» What this task involves
Of the entries below, restate word for word only the section that runs from the line with "M414 882 418 892 410 895 407 885Z" to the line with "M303 651 319", counting both ends.

» Supplied data
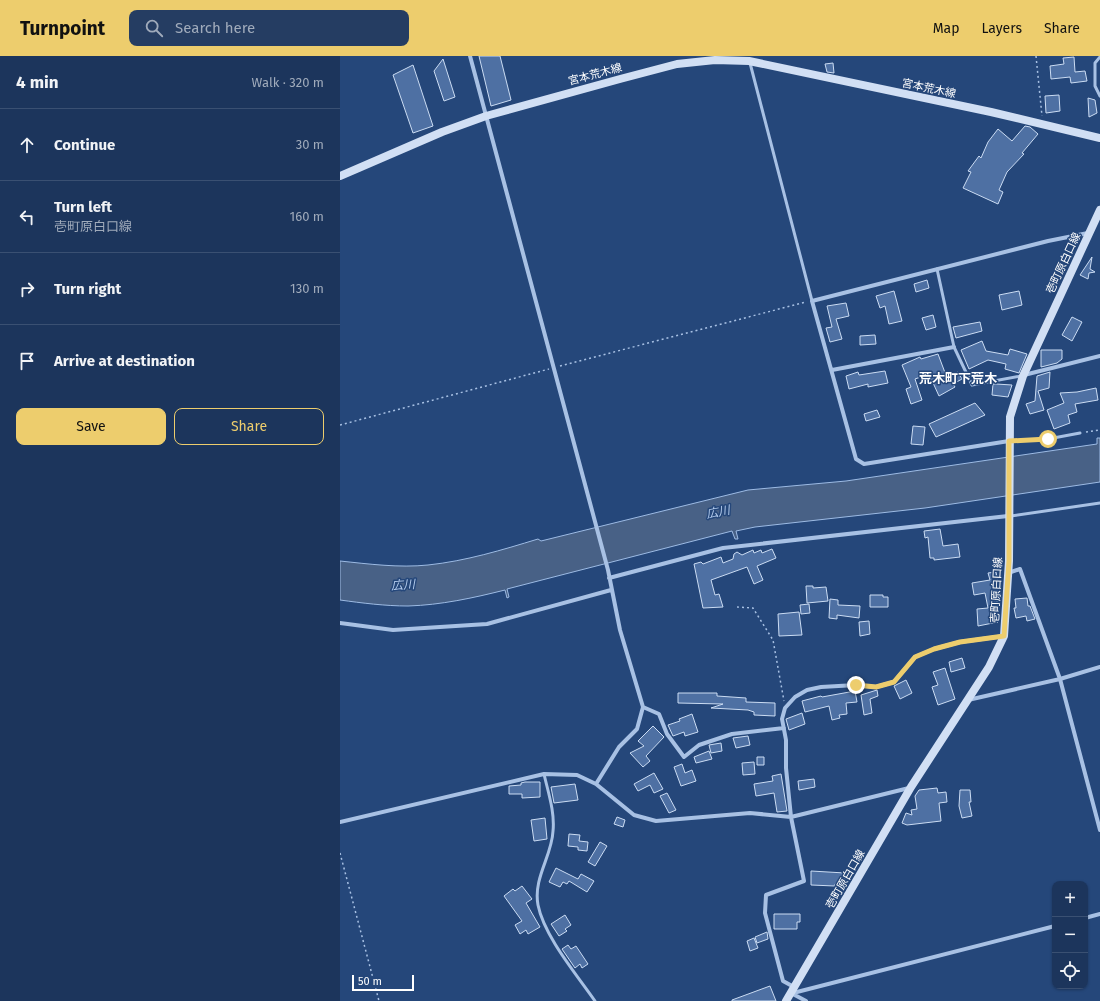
<!DOCTYPE html>
<meta charset="utf-8">
<style>
:root{--surface:#1c355c;--page:#253d62;--text:#f1f3f6;--muted:#a0abbb;--line:#3a5072;--accent:#edcd6d}
body{margin:0;font-family:"Fira Sans","Noto Sans JP",sans-serif;background:var(--page);color:var(--text)}
.controls{position:absolute;right:12px;bottom:12px;display:grid;overflow:hidden;border-radius:8px;box-shadow:0 1px 3px #0004}
.controls button{width:36px;height:36px;display:grid;place-items:center;padding:0;border:0;border-bottom:1px solid var(--line);background:var(--surface);color:var(--text);font:20px sans-serif}
.scale{position:absolute;left:12px;bottom:10px;width:62px;box-sizing:border-box;padding-left:4px;border:2px solid #fff;border-top:0;font-size:11px;line-height:14px;white-space:nowrap;color:#fff;-webkit-text-stroke:3px #25477a;paint-order:stroke}
.stop{position:absolute;width:12px;height:12px;margin:-9px;border:3px solid #edcd6d;border-radius:50%;background:#fff}
.stop.end{background:#edcd6d;border-color:#fff;box-shadow:0 1px 4px #0008}
.list{margin:0;padding:0;list-style:none}
h2{display:flex;justify-content:space-between;align-items:center;height:52px;margin:0;padding:0 16px;font-size:17px}
h2 small{font-size:13px;font-weight:400;color:var(--muted)}
.list li{display:grid;grid-template-columns:26px 1fr auto;gap:12px;align-items:center;box-sizing:border-box;height:72px;padding:0 16px;border-top:1px solid var(--line)}
.list b{display:block;font-size:15px;white-space:nowrap}
.list p{margin:0;font-size:13px;white-space:nowrap;color:var(--muted)}
.list em{font-size:13px;font-style:normal;color:var(--muted)}
.actions{display:flex;gap:8px;padding:12px 16px}
.actions a{flex:1;padding:9px 0;border:1px solid var(--accent);border-radius:8px;text-align:center;font-size:14px;color:var(--accent)}
.actions .main{background:var(--accent);color:#111}
.icon{flex:none;width:22px;height:22px;fill:none;stroke:currentColor;stroke-width:2;stroke-linecap:round;stroke-linejoin:round}
.map{position:relative;flex:none;width:760px;height:945px;overflow:hidden}
header{display:flex;align-items:center;gap:24px;box-sizing:border-box;height:56px;padding:0 20px;background:var(--accent);color:#111}
header strong{font-size:19px}
nav{display:flex;gap:22px;margin-inline-start:auto;font-size:14px}
.search{width:280px;height:36px;background:var(--page);display:flex;align-items:center;gap:10px;box-sizing:border-box;padding:0 14px;border-radius:8px;color:var(--muted);font-size:15px}
main{display:flex}
aside{flex:1;background:var(--surface)}
.map>svg:first-child{display:block}
.water{fill:#486186;stroke:#9dbbe4}
.building{fill:#4e70a3;stroke:#cbdcf3}
.lines{fill:none;stroke-linecap:round;stroke-linejoin:round}
.path{stroke:#a8c1e4;stroke-width:1.5;stroke-dasharray:2 3;stroke-linecap:butt}
.lane{stroke:#a8c1e4;stroke-width:3}
.street{stroke:#a8c1e4;stroke-width:4}
.secondary{stroke:#d1dff4;stroke-width:8}
.route{stroke:#edcd6d;stroke-width:5}
.labels{text-anchor:middle;stroke-width:3;stroke-linejoin:round;paint-order:stroke}
.street-label{font-size:11px;fill:#fff;stroke:#25477a}
.water-label{font-size:12px;font-style:italic;fill:#b3cbec;stroke:#25477a}
.quarter-label{font-size:13px;font-weight:bold;fill:#fff;stroke:#25477a}
</style>
<header>
<strong>Turnpoint</strong>
<div class="search"><svg class="icon" aria-label="search" viewBox="0 0 24 24"><circle cx="10" cy="10" r="6"/><path d="M15 15l6 6"/></svg>Search here</div>
<nav><a>Map</a><a>Layers</a><a>Share</a></nav>
</header>
<main>
<aside>
<h2>4 min<small>Walk · 320 m</small></h2>
<ul class="list">
<li><svg class="icon" aria-label="ahead" viewBox="0 0 24 24"><path d="M12 20V5M6 11l6-6 6 6"/></svg><div><b>Continue</b></div><em>30 m</em></li>
<li><svg class="icon" aria-label="left" viewBox="0 0 24 24"><path d="M17 20v-9H6M10 6l-5 5 5 5"/></svg><div><b>Turn left</b><p>壱町原白口線</p></div><em>160 m</em></li>
<li><svg class="icon" aria-label="right" viewBox="0 0 24 24"><path d="M7 20v-9h11M14 6l5 5-5 5"/></svg><div><b>Turn right</b></div><em>130 m</em></li>
<li><svg class="icon" aria-label="arrive" viewBox="0 0 24 24"><path d="M6 21V4h12l-3 4 3 4H6"/></svg><div><b>Arrive at destination</b></div></li>
</ul>
<div class="actions"><a class="main">Save</a><a>Share</a></div>
</aside>
<div class="map">
<svg width="760" height="945" viewBox="0 0 760 945">
<rect width="100%" height="100%" fill="#25477a"/>
<path class="water" d="M757 382H760V426L585 452 415 471 396 475 398 483H395L392 475 167 533 169 541 167 542 165 534C133 542 101 549 68 550 45 550 22 547 0 544V505C29 508 59 512 88 509 126 505 162 494 198 483L201 485 408 434 506 425 757 388Z"/>
<path class="building" d="M139 0H160L171 44 151 50Z
M734 1 735 16 745 15 747 25 731 27 730 21 711 23 710 10 724 8 723 2Z
M103 3 115 41 104 45 94 15Z
M493 7 494 17 487 16 485 8Z
M73 9 93 70 73 77 53 19Z
M719 39 720 55 706 57 705 40Z
M748 42 755 44 757 57 749 61Z
M685 70 690 71 698 78 682 97 684 98 667 116 659 134 663 136 658 148 623 132 631 116 628 115 639 100 641 102 648 86 658 73 672 85Z
M752 201 750 213 755 216 749 217 748 223 740 219Z
M587 224 589 232 576 236 574 228Z
M554 235 562 265 549 268 545 250 540 252 536 240Z
M679 235 682 249 662 254 659 239Z
M506 247 509 260 496 263 502 283 490 286 486 272 492 271 487 250Z
M593 259 596 271 586 274 582 262Z
M732 261 742 266 732 285 722 279Z
M640 266 642 275 616 282 613 271Z
M535 279 536 288 520 289V280Z
M642 285 646 295 668 299 670 293 687 298 679 317 665 313 666 308 648 304 629 313 621 294Z
M701 294H722V303L717 307 701 311Z
M598 298 607 322 618 316 622 323 613 328 615 331 599 340 589 318 575 323 582 344 571 348 566 333 571 331 562 309 580 301 581 303Z
M545 315 548 327 528 331V328L509 333 506 320 518 316 519 319Z
M710 316 709 332 698 335 704 354 690 358 686 348 695 345 697 320Z
M653 328H656L672 329 668 341 652 339Z
M756 332 758 344 735 348 737 356 728 359 730 367 714 373 707 354 724 347 720 337 737 336Z
M635 347 645 359 596 381 589 368Z
M537 354 540 361 526 365 524 358Z
M573 370 585 371 583 389 571 388Z
M600 473 603 490 618 488 620 501 594 504V502H590L588 481 585 482 584 475Z
M432 493 436 502 417 510 423 524 414 528 407 511 371 524 375 539 379 538 383 551 363 552 354 508 361 506 363 508 381 501 383 507 393 503 394 498 397 496 402 499 413 494 414 497 421 494 422 497Z
M656 516 661 542 657 543 658 566 638 570 637 553 648 552 645 537 634 539 632 527 650 524 648 517Z
M466 530H473V532L486 531 488 545 467 547Z
M530 539H543V541H548V551H530Z
M687 542 688 550H690L695 563 687 565 686 560 676 562 674 552H676L675 543Z
M490 543 498 544V549L520 550 519 562 497 559V563L489 562Z
M469 548 470 557 461 558 460 549Z
M459 556 462 579 439 580 438 558Z
M529 565 530 578 520 580 519 566Z
M622 602 625 612 611 616 609 606Z
M605 612 615 643 598 649 592 631 598 629 593 616Z
M566 624 572 637 560 643 554 630Z
M537 634 538 640 530 643 532 657 524 659 521 639Z
M515 635 517 646 506 647 507 658 499 659 500 662 492 664 489 650 465 656 462 645 481 640 482 641Z
M338 637H377V640L406 642V646L435 647V660L414 659V656L408 654 371 652 383 648 338 647Z
M462 657 465 668 449 674 446 663Z
M352 658 358 676 345 680 344 676 333 680 328 669 340 665 339 663Z
M313 670 324 681 306 700 310 705 303 711 290 697 304 690 298 685Z
M408 680 410 689 396 692 393 682Z
M381 687 382 695 371 697 369 689Z
M369 695 372 703 356 707 354 701Z
M417 701H424V709H417Z
M414 706 415 718 403 719 402 707Z
M342 708 345 717 352 714 356 725 341 730 334 711Z
M314 717 323 733 314 737 310 729 298 735 294 728Z
M441 718 447 755 437 756 434 737 416 740 414 728 433 725 432 720Z
M474 723 475 731 459 734 458 725Z
M185 726H200V741L182 742V738H169V730L181 729V727Z
M235 728 238 744 214 747 211 731Z
M597 732 598 737 606 736 607 746 599 747 601 765 567 769 562 767 566 757 572 759 571 754 577 753 575 740 579 734Z
M620 734H630L631 746H629L632 760 622 762 619 750Z
M327 737 336 754 329 757 320 740Z
M277 761 285 764 283 771 274 768Z
M205 762 207 783 194 785 191 764Z
M229 778 240 779 239 785 248 786 247 795 238 794V791L228 790Z
M260 786 267 790 255 810 248 806Z
M216 812 238 823 241 818 254 825 247 836 229 825 227 828 223 826 220 831 209 826Z
M471 815 505 817V828H495V830L471 829Z
M182 830 192 843 186 847 200 871 188 878 186 874 180 878 175 869 182 865 164 840 173 833 175 835Z
M434 858H460V866H457V873H434Z
M225 859 231 869 225 873 227 875 219 880 211 868Z
M427 876 428 883 417 887 415 881Z
M414 882 418 892 410 895 407 885Z
M228 889 231 893 236 890 248 908 242 912 240 908 235 912 222 893Z
M430 930 436 945H392V944Z"/>
<g class="lines">
<path class="path" d="M696 0 702 60
M220 310 466 246
M0 369 209 313
M746 376 760 374
M397 551 413 552 433 584 444 645
M0 797 39 945"/>
<path class="lane" d="M760 1 755 7V30L760 40
M410 7 472 245
M597 213 614 291 632 329 681 320
M671 385 708 383 740 377
M671 460 760 447
M204 718C208 736 215 756 213 775 212 800 193 822 198 849 204 880 237 919 255 945"/>
<path class="street" d="M130 0 268 514 280 574 303 651 297 673 279 691 256 728
M492 314 614 291
M684 319 760 300
M669 385 524 408 516 403 472 245 708 185 748 177
M668 517 680 513 720 623 760 774
M269 522 383 492 668 460
M0 567 53 574 147 568 271 534
M628 644 720 623 760 611
M303 651 319 658 327 678 344 701 359 689 392 678 444 672
M0 766 204 718 237 719 256 728 294 759 316 765 410 757 451 761 569 732
M745 862 760 858
M454 931 443 925 425 857 426 839 464 825 451 761 446 712V684L442 663 445 652 455 641 467 634 481 631 516 629 536 631 554 626 575 601 594 593 620 586 664 580
M451 937 466 945
M453 937 715 870"/>
<path class="secondary" d="M0 120 102 76 146 60 280 23 337 8 375 4 409 5 651 56 760 82
M446 945 571 731 649 611 664 580 669 505 670 361 683 320 760 154"/>
</g>
<g class="lines">
<path class="route" d="M516 629 536 631 554 626 575 601 594 593 620 586 664 580 669 505V385L708 383"/>
</g>
<g class="labels">
<g class="street-label">
<text transform="translate(255 18) rotate(-15)" y="4">宮本荒木線</text>
<text transform="translate(589 32) rotate(12)" y="4">宮本荒木線</text>
<text transform="translate(723 207) rotate(-65)" y="4">壱町原白口線</text>
<text transform="translate(656 534) rotate(-87)" y="4">壱町原白口線</text>
<text transform="translate(505 823) rotate(-60)" y="4">壱町原白口線</text>
</g>
<g class="water-label">
<text transform="translate(378 456) rotate(-11)" y="4">広川</text>
<text transform="translate(63 529) rotate(-4)" y="4">広川</text>
</g>
<g class="quarter-label">
<text x="618" y="327">荒木町下荒木</text>
</g>
</g>
</svg>
<div class="controls">
<button>+</button>
<button>−</button>
<button><svg class="icon" aria-label="locate" viewBox="0 0 24 24"><circle cx="12" cy="12" r="6"/><path d="M12 2v4M12 18v4M2 12h4M18 12h4"/></svg></button>
</div>
<div class="scale">50 m</div>
<div class="stop" style="left:708px;top:383px"></div>
<div class="stop end" style="left:516px;top:629px"></div>
</div>
</main>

» Answer section
M414 882 418 892 410 895 407 885Z
M228 889 231 893 236 890 248 908 242 912 240 908 235 912 222 893Z
M430 930 436 945H392V944Z"/>
<g class="lines">
<path class="path" d="M696 0 702 60
M220 310 466 246
M0 369 209 313
M746 376 760 374
M397 551 413 552 433 584 444 645
M0 797 39 945"/>
<path class="lane" d="M760 1 755 7V30L760 40
M410 7 472 245
M597 213 614 291 632 329 681 320
M671 385 708 383 740 377
M671 460 760 447
M204 718C208 736 215 756 213 775 212 800 193 822 198 849 204 880 237 919 255 945"/>
<path class="street" d="M130 0 268 514 280 574 303 651 297 673 279 691 256 728
M492 314 614 291
M684 319 760 300
M669 385 524 408 516 403 472 245 708 185 748 177
M668 517 680 513 720 623 760 774
M269 522 383 492 668 460
M0 567 53 574 147 568 271 534
M628 644 720 623 760 611
M303 651 319 658 327 678 344 701 359 689 392 678 444 672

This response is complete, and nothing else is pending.